Selbst ein Jahrzehnt danach hielt Johann Wolfgang von Goethe fest, dass den Komponisten »sein Gehör verlässt, was vielleicht dem musikalischen Teil seines Wesens weniger als dem geselligen schadet«. Erst viel später, in den Werken der letzten Jahre, lassen sich klangliche Härten und Rücksichtslosigkeiten bei der Stimmführung ausmachen. Sie einzig aufs Nicht-mehr-hören-Können zurückzuführen griffe zu kurz. Denn schon nach 1800 wollte Beethoven ohnehin einen »anderen Weg« einschlagen, weil er mit seinen bisherigen Werken »nur wenig zufrieden« gewesen sei, wie Czerny überliefert; mit den Klaviersonaten op. 31, die etwa parallel zur Zweiten Symphonie entstanden, sei »die teilweise Erfüllung dieses Entschlusses« zu erkennen.

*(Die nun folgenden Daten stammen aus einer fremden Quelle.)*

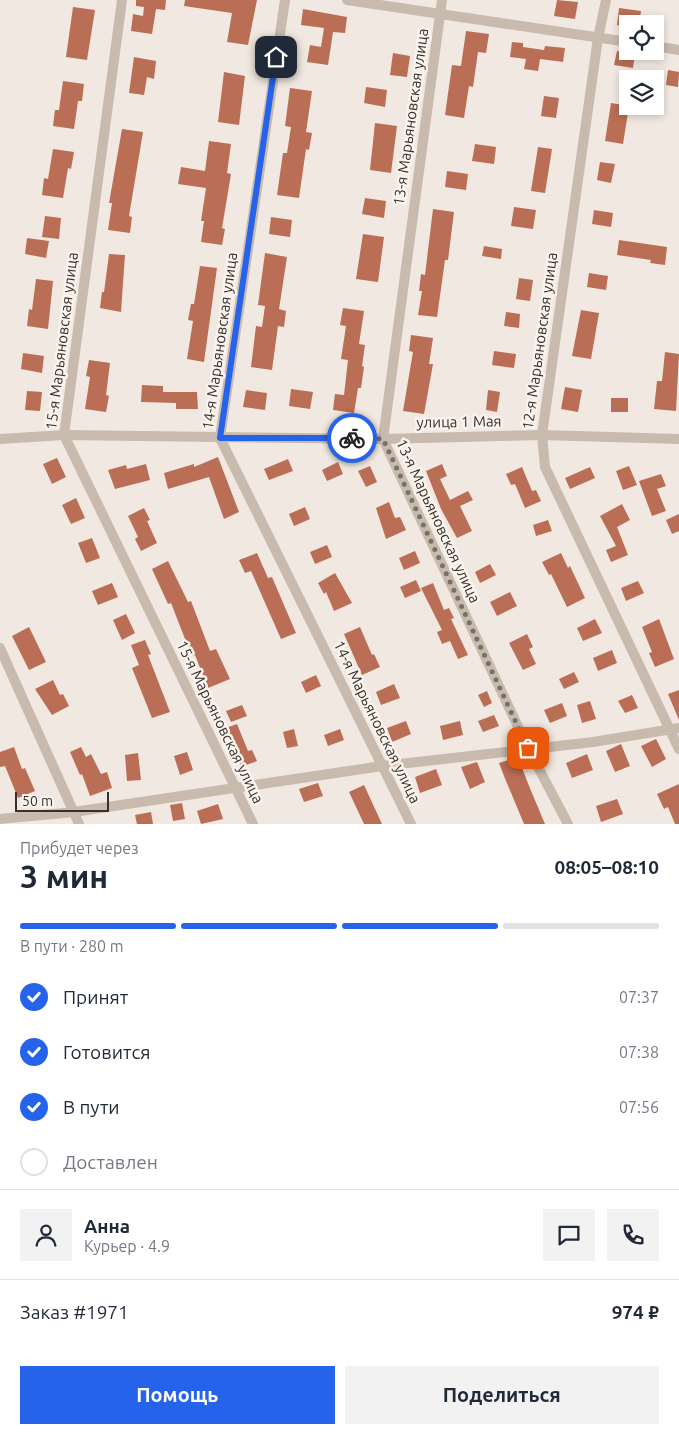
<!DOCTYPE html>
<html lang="ru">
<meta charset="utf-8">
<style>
:root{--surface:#fff;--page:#f2f2f3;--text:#1f2937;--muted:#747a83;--line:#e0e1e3;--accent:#2563eb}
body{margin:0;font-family:Ubuntu,sans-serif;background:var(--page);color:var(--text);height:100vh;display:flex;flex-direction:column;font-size:19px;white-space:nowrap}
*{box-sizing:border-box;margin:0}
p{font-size:16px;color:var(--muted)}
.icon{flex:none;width:28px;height:28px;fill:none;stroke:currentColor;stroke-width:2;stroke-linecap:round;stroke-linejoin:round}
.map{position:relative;height:824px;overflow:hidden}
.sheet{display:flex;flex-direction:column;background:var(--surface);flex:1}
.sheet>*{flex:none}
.controls{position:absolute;left:619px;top:15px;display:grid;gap:10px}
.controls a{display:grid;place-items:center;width:45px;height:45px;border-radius:0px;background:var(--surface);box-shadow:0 2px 8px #0003;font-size:25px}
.scale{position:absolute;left:15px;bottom:12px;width:94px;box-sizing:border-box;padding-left:5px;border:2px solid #372f2b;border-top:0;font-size:14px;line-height:18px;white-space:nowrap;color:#372f2b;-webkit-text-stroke:4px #f9f3ed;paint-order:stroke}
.pin{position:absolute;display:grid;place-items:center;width:42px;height:42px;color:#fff;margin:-21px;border-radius:10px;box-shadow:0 2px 8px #0006}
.courier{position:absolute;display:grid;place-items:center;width:50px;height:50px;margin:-25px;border:4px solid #2563eb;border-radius:50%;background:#fff;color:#222;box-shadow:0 1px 6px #0007}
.headline em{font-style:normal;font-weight:700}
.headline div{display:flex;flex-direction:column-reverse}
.headline{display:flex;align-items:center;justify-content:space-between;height:85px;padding:0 20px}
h1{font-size:32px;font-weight:700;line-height:38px}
.bar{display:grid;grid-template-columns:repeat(4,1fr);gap:8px 5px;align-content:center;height:60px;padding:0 20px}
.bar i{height:6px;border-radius:4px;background:var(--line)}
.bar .current{background:var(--accent)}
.bar p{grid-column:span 4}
.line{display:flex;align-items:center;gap:12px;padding:0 20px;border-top:1px solid var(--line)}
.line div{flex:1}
.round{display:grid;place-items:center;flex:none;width:52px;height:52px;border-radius:0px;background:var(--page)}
ol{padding:0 20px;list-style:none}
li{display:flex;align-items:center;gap:15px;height:55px}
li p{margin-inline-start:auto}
li .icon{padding:5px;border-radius:50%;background:var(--accent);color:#fff;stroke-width:4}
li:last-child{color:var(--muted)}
li i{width:28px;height:28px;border:2px solid var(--line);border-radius:50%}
.cta{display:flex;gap:10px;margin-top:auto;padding:10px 20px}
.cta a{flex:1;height:58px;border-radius:0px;background:var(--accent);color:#fff;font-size:20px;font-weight:700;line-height:58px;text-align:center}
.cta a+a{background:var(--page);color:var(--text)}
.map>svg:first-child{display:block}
.building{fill:#ba6e56}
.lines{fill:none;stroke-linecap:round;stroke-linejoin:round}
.street{stroke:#c8baad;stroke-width:10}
.done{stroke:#78706b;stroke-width:5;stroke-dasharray:0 9}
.route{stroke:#2563eb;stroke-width:6}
.labels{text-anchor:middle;stroke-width:5;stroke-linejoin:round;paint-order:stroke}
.street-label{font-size:15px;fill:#372f2b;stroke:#f9f3ed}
</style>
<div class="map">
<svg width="679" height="824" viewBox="0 0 679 824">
<rect width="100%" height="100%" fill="#f1e9e1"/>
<!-- building -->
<g class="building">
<path d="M136,0H166L165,10L156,9L152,34L131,31L133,14L143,16L144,7L136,6Z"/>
<path d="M185,0H257L248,45L227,42L232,13L184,6Z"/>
<path d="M557,0L578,2L575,19L554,16Z"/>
<path d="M73,7L95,10L87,60L66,57Z"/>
<path d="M619,8L641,11L639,24H628V27L617,25Z"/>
<path d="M303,9L347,17L345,33L333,32L328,65L307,62L310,45L321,47L324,28L301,25Z"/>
<path d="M466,31L489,34L486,53L478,52L473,87L469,86L464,118L445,115L452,65L461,66Z"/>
<path d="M512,42L523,43V47L544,50L545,46L565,48L563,62L540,59L538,71L524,69L526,59L510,57Z"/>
<path d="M617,51L635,54L633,68L614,65Z"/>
<path d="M393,53L410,56L407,77L390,75Z"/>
<path d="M134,57L156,61L154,79L147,77L144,95L129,93Z"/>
<path d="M668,70L679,72L678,87L666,85Z"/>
<path d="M224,72L245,76L239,125L218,122Z"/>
<path d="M63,81L84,84L82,101H78L74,129L53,126L55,110H59Z"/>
<path d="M366,87L387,90L385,107L364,103Z"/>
<path d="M290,88L312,91L306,132L312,133L309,150L306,149L299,198L277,195L283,153H287L291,127L285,126Z"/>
<path d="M544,96L559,98L556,118L541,116Z"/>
<path d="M611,103L629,106L623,144L605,141Z"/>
<path d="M375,123L397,126L391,173L370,170Z"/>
<path d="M122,129L143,132L129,216L132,217L130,233L108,230L112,203H109Z"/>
<path d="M209,141L231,144L227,173L231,174L222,228L225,229L222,245L201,242L204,221H201L206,188L178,184L181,167L205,171Z"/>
<path d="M475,144L496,147L494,164L472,161Z"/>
<path d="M538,147L552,149L545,193L531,191Z"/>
<path d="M53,149L74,152L71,169L68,168L63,198L42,195L44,178L48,179Z"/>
<path d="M600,162L615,164L611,183L597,180Z"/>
<path d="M447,171L468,174L466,190L445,187Z"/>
<path d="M365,198L386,201L384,218L362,214Z"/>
<path d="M514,207L536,210L533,229L511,226Z"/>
<path d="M433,209L454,212L448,260H445L437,317L418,315L422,291H419L421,274L425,275Z"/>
<path d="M594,210L613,213L611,227L592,224Z"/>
<path d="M45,216L61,218L59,239L42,237Z"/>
<path d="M271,217L292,220L290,237L269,234Z"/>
<path d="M363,234L384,237L378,282L356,279Z"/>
<path d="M27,238L49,241L46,258L25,254Z"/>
<path d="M619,240L667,247L665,265L650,263L651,260L617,255Z"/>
<path d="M484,246L502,249L501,259L482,256Z"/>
<path d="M265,253L287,257L279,309L286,311L284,327L278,326L272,370L251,367L256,326L262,327L265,306L258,305Z"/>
<path d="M109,254L125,255L121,312L100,308L102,292H104Z"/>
<path d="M200,266L217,268L204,362L187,359L193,321L188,320L191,304H194Z"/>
<path d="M589,273L608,276L606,290L587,287Z"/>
<path d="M519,278L533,280L530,301L516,299Z"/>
<path d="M36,279L53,281L48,329L27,326L29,309L32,310Z"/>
<path d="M343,308L364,311L359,344L365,345L362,366L364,367L361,388H358L354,413L333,410L335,394L344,395L348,360L341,359L346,326L340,325Z"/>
<path d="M581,310L599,313L591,359L572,356Z"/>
<path d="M506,312L520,314L519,328L504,326Z"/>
<path d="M411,335L433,338L429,364H433L424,414L403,411L413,352L409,351Z"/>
<path d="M494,351L516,354L514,368L492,365Z"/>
<path d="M665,352L679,354L676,411L654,409L657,381H662Z"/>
<path d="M23,353L44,356L42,373L21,369Z"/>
<path d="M89,360L110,363L106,395L109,396L106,412L85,409L90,377L86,376Z"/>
<path d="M142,385L163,386V392H197L198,409H176V403L141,402Z"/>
<path d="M565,387L582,390L578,412L561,409Z"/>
<path d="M291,389L313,392L310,409L289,406Z"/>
<path d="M246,390L267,393L265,410L243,407Z"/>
<path d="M488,390L500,392L497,412L486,410Z"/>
<path d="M27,391L42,392L40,411L25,410Z"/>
<rect x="611" y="398" width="17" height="14"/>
<path d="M218,457L239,512L224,519L209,477L168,489L164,473L194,464V467Z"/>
<path d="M57,458L66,477L52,484L43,464Z"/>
<path d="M288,459L293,471L269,480L264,469Z"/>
<path d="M338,462L343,474L327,481L322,470Z"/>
<path d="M146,464L150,480L115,489L108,470L126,465L127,469Z"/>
<path d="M442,464L447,476L440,479L450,500L468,491L473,500L460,506L472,531L457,538L441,509L426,471Z"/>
<path d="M370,466L377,482L366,487L358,471Z"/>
<path d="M629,466L637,485L623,490L616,471Z"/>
<path d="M522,467L532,491L536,490L541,501L525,508L515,484L511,485L506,474Z"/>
<path d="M590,467L595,478L570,489L565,478Z"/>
<path d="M661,474L666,486L657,489L666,511L652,516L639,481Z"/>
<path d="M76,498L85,518L71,524L62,505Z"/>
<path d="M389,502L395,518L400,517L406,530L386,539L376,508Z"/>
<path d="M622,504L630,520L617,527L628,555L611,562L606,550L616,546L600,516Z"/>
<path d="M305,507L310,519L294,526L289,514Z"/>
<path d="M144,508L150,520L147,521L157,543L141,551L135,539L138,537L128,516Z"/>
<path d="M679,514V531L672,534L666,520Z"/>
<path d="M548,520L552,531L536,536L533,525Z"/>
<path d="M92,538L100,558L86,563L78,543Z"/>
<path d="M327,545L332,557L315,564L310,552Z"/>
<path d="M415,551L420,563L404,570L399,558Z"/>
<path d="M257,553L268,578L272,577L296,633L281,639L251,571L245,573L239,560Z"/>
<path d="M561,553L568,568L570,566L585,598L567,607L551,574L549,575L542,562Z"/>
<path d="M168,561L188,602L191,601L210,651L216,649L230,679L208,688L195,655L192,656L187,644L171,603L168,604L152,569Z"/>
<path d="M490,564L496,575L480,583L475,572Z"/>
<path d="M335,573L352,603L334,611L326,592L324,594L318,583Z"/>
<path d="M416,580L421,591L405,598L400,587Z"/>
<path d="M638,581L644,593L626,601L621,588Z"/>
<path d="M112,583L118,597L98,605L92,591Z"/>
<path d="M433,583L444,610L449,608L454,618L451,619L468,655L458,659L450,641L442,644L437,632L442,630L421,588Z"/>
<path d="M510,592L517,606L497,616L490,602Z"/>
<path d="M126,614L135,633L122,640L113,620Z"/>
<path d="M595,619L602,633L583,641L577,628Z"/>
<path d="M659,619L674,659L655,667L649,653L652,652L642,627Z"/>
<path d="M29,627L46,662L29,670L12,636Z"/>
<path d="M360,627L372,655L374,654L380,667L362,675L344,634Z"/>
<path d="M527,634L533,647L529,649L536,664L523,670L509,643Z"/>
<path d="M145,640L151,654L148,655L170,712L152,718L132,668L139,665L131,645Z"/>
<path d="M612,650L617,663L598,671L593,658Z"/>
<path d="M574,672L579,682L564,689L559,679Z"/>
<path d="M316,675L321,686L306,693L301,682Z"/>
<path d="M53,680L60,695L63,694L69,706L52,715L35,689Z"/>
<path d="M394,684L400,698L381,705L376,692Z"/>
<path d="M679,690V720L668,694Z"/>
<path d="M487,691L492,703L484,707L478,695Z"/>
<path d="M632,695L638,708L625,713L618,701Z"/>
<path d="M590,701L596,719L582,723L577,705Z"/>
<path d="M562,703L567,716L550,723L544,710Z"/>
<path d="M242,705L247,716L231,722L226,711Z"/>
<path d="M494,715L499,726L483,732L478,721Z"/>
<path d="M406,721L411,734L392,742L387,728Z"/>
<path d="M460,721L463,735L443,740L440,726Z"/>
<path d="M237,724L248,751L252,750L257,761L241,767L230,738L227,739L223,729Z"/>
<path d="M294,729L298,746L287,748L283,732Z"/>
<path d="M340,729L344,740L328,746L324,735Z"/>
<path d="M656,739L666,759L652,767L641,746Z"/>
<path d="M621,744L630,766L615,772L606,751Z"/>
<path d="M14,747L22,769L25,768L35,791L18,798L5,766L0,767V752Z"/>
<path d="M81,747L86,757L91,754L101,774L107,772L112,788L90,796L82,774L80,775L70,752Z"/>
<path d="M187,752L193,770L180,775L174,756Z"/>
<path d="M138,753L141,780L127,781L125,755Z"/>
<path d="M587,754L593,770L572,778L566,763Z"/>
<path d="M518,757L529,786L545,824H524L504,776L499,763Z"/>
<path d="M477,762L485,782L470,789L461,767Z"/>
<path d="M436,769L442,785L420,793L415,777Z"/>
<path d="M318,783L323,796L304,802L299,789Z"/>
<path d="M679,784V824H675L668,807L664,809L657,794Z"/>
<path d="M364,785L382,824H364L349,792Z"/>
<path d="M617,799L623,814L601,822L596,806Z"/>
<path d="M182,803L185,819L173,821L170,805Z"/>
<path d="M218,804L223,819L201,824L197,811Z"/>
<path d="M151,812L153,824H137L135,815Z"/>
</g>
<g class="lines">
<!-- street -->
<g class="street">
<path d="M122,0L64,435L253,824"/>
<path d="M285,0L220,438L411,824"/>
<path d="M347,0L628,42"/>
<path d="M442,0L383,439L528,748L568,824"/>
<path d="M606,0L598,38L542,435L545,467L679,749"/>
<path d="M655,46L679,50"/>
<path d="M0,439L64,435L383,439L542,435L679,439"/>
<path d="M0,648L79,824"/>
<path d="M0,819L74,812L382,766L593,742L679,728"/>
</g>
</g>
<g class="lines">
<!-- done -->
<path class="done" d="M352,438L383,439L528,748"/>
<!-- route -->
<path class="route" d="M276,57L220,438H352"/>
</g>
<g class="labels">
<!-- street labels -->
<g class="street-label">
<text transform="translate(411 117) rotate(-82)" y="5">13-я Марьяновская улица</text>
<text transform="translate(62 341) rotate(-83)" y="5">15-я Марьяновская улица</text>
<text transform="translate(220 341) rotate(-82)" y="5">14-я Марьяновская улица</text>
<text transform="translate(540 341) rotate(-82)" y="5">12-я Марьяновская улица</text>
<text transform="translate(459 422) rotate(-1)" y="5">улица 1 Мая</text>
<text transform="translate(438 521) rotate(65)" y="5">13-я Марьяновская улица</text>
<text transform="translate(220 722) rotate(64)" y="5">15-я Марьяновская улица</text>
<text transform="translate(377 722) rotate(64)" y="5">14-я Марьяновская улица</text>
</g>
</g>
</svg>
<div class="controls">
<a><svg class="icon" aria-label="locate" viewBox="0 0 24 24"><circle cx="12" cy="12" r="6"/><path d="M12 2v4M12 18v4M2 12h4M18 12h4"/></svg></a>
<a><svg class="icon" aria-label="layers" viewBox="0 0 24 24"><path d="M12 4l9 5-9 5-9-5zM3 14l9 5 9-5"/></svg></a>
</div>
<div class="scale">50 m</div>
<div class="pin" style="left:528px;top:748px;background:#ea580c"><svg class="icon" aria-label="bag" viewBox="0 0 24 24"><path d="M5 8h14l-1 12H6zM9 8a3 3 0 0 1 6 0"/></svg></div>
<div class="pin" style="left:276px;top:57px;background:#1f2937"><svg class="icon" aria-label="home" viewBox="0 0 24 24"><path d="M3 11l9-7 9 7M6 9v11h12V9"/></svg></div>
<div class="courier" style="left:352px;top:438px"><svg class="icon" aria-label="bike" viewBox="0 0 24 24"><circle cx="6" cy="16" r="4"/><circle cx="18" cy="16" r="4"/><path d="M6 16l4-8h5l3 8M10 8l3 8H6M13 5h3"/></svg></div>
</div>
<section class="sheet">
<div class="headline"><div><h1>3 мин</h1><p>Прибудет через</p></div><em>08:05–08:10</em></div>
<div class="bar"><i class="current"></i><i class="current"></i><i class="current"></i><i></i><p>В пути · 280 m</p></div>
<ol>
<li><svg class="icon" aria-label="check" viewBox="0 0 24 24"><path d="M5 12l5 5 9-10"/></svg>Принят<p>07:37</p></li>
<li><svg class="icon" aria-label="check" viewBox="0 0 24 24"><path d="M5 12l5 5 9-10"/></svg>Готовится<p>07:38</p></li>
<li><svg class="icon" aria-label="check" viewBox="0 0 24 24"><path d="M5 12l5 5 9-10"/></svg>В пути<p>07:56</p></li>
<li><i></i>Доставлен</li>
</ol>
<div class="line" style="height:90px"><a class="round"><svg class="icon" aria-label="person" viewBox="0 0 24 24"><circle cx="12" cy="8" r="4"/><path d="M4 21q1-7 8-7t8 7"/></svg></a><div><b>Анна</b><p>Курьер · 4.9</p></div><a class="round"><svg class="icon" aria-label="chat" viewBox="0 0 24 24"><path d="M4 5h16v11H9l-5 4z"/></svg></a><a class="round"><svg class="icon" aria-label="phone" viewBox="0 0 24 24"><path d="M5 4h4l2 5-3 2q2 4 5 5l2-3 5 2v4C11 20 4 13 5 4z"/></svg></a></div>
<div class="line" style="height:65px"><div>Заказ #1971</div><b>974 ₽</b></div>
<div class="cta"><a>Помощь</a><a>Поделиться</a></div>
</section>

Als Beethoven die Partitur der Zweiten Symphonie beendete, brachte er fast gleichzeitig das sogenannte »Heiligenstädter Testament« zu Papier, jenes erschütternde, zwischen Verzweiflung und Aufbäumen schwankende Dokument, in dem er seine Lebenssituation schonungslos schilderte. Ohne wie in den zitierten Bekenntnisbriefen auf unmittelbare Adressaten Rücksicht nehmen zu müssen, gesteht er hier sogar ein, mit dem Gedanken an Freitod gespielt zu haben: »welche Demüthigung wenn jemand neben mir stund und von weitem eine Flöte hörte und ich nichts hörte, oder jemand den Hirten Singen hörte, und ich auch nichts hörte, solche Ereignisse brachten mich nahe an Verzweiflung, es fehlte wenig, und ich endigte selbst mein Leben – nur sie die Kunst, sie hielt mich zurück, ach es dünkte mir unmöglich, die Welt eher zu verlassen, bis ich das alles hervorgebracht, wozu ich mich aufgelegt fühlte«.

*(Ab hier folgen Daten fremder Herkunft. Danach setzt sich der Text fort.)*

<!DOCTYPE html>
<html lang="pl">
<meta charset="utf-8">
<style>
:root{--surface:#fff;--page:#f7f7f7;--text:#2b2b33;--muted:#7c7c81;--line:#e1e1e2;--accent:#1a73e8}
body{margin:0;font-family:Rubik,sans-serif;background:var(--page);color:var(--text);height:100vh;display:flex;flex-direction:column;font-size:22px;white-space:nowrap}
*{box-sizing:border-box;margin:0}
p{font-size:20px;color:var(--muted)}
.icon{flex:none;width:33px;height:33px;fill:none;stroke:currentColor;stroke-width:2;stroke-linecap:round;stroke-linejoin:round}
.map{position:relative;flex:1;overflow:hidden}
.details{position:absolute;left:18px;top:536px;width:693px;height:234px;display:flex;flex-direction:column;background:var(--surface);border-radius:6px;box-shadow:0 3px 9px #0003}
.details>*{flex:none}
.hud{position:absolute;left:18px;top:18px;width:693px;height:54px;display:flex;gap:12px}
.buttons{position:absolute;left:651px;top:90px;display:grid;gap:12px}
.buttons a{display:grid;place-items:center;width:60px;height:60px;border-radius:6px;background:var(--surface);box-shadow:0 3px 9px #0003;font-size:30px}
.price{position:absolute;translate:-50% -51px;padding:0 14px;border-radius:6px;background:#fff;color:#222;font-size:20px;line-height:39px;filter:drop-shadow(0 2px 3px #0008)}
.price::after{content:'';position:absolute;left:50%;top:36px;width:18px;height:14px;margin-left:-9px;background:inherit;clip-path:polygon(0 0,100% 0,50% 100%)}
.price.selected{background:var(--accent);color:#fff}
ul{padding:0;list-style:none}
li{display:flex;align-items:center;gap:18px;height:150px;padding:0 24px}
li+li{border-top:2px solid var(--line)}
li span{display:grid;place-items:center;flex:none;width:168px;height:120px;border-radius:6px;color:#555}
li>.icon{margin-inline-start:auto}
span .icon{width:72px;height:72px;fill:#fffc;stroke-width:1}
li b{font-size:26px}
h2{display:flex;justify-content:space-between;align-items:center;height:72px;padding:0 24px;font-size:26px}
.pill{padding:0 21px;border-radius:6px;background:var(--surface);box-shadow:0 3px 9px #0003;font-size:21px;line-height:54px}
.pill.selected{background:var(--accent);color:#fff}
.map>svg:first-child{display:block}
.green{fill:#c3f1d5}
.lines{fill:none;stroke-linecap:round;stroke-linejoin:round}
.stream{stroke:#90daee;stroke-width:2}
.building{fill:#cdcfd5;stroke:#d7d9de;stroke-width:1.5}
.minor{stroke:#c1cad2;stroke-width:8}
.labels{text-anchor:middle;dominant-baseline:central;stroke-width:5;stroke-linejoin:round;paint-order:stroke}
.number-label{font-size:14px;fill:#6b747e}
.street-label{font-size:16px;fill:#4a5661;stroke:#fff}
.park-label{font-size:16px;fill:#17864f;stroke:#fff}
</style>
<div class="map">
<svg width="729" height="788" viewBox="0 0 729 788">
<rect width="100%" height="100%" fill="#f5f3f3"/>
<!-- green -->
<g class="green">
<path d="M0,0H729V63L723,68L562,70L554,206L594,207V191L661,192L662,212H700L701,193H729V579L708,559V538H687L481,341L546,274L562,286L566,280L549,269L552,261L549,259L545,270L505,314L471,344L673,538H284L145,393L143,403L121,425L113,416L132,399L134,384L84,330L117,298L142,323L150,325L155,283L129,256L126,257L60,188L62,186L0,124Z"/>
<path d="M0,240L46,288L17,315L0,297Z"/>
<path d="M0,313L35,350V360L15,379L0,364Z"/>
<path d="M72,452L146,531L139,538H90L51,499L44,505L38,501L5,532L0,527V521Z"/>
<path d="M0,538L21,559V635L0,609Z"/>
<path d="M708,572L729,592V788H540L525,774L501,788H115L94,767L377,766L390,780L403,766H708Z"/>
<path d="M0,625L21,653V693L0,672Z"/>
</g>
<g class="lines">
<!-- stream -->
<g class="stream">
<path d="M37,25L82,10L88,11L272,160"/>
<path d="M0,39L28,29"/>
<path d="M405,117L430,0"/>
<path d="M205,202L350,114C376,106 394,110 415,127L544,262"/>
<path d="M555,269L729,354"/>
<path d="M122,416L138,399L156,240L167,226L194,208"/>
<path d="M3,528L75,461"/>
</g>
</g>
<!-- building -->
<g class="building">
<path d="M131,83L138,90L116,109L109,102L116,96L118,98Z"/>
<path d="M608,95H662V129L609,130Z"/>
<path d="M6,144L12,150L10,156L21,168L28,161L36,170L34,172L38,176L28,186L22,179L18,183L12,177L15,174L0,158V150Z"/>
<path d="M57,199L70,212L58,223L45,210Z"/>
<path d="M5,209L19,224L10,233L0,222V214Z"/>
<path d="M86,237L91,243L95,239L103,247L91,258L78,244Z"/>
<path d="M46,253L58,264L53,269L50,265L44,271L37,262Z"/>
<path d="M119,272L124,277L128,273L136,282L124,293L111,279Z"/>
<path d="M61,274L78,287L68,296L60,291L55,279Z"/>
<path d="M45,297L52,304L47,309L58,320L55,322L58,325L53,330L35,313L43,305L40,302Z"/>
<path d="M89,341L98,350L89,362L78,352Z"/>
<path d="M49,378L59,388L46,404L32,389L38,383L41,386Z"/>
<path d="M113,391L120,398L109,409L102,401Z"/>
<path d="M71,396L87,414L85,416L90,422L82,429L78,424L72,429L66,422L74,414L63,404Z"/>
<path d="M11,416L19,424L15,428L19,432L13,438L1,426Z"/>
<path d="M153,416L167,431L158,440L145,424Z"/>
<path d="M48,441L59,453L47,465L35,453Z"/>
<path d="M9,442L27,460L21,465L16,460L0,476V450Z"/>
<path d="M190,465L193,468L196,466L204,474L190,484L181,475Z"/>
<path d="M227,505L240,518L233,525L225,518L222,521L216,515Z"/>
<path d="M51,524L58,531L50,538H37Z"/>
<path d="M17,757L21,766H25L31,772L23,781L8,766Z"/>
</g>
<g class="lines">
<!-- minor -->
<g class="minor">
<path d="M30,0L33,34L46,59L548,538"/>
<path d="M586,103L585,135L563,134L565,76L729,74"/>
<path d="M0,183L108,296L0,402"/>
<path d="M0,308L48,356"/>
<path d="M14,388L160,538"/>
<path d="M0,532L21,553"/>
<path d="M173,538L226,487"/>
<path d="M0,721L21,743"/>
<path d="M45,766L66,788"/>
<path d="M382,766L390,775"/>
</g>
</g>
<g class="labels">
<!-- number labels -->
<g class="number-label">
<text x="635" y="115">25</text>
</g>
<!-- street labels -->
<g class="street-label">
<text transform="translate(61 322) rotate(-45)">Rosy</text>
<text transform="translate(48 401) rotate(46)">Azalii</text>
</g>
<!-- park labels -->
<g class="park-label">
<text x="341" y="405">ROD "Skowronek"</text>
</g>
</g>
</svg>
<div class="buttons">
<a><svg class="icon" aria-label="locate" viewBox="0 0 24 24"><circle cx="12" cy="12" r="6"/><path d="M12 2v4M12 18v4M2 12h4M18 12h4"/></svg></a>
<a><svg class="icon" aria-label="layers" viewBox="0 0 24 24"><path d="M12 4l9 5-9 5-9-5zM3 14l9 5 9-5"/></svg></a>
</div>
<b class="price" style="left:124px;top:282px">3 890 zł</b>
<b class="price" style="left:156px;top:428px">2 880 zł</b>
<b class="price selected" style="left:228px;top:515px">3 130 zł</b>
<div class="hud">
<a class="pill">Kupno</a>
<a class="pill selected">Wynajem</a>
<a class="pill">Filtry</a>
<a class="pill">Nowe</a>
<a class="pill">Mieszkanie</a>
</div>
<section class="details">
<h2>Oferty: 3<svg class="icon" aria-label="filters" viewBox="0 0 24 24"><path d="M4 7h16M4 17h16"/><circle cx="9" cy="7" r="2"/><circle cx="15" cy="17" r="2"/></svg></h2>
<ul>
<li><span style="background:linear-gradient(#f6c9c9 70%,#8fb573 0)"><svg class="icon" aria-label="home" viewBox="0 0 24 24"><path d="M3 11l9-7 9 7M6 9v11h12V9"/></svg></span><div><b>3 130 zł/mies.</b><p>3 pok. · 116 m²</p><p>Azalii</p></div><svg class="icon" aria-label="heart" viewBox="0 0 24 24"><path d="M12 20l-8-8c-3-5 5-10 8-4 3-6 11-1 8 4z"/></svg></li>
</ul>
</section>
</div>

Hier kündigt sich eine neue Lebensdevise an – die Überwindung äußerer Misshelligkeiten im Dienste der vorbestimmten Aufgabe als Künstler. Im Tagebuch formuliert er ein Jahrzehnt später die Maxime so: »Ergebenheit, innigste Ergebenheit in dein Schicksal! Nur diese kann dir die Opfer zu dem Dienstgeschäft geben.«
Die Erkrankung schritt indessen fort; mal ging es besser, mal schlechter, aber insgesamt bergab. Lästige Kuren linderten die Beschwerden kurzzeitig. 1804 konnte Beethoven bei einer Probe die Blasinstrumente nicht mehr hören, 1813 ließ er sich von Johann Nepomuk Mälzel (dem Erfinder des Metronoms) ein Hörrohr anfertigen und von Johann Andreas Streicher Trichteraufsätze fürs Klavier. Um 1817 wurde laut Czerny Beethovens Taubheit »so stark, dass er auch die Musik nicht mehr vernehmen« konnte, 1818 begann er, mit Besuchern in den berühmten Konversationsheften schriftlich zu kommunizieren. Spätestens 1824 hatte er sein Gehör vollständig verloren. Als nach der Uraufführung seiner Neunten Symphonie der Applaus aufbrandete, drehte ihn die Solo-Altistin Caroline Unger zum Publikum um, damit er dessen Begeisterung wenigstens sehen konnte.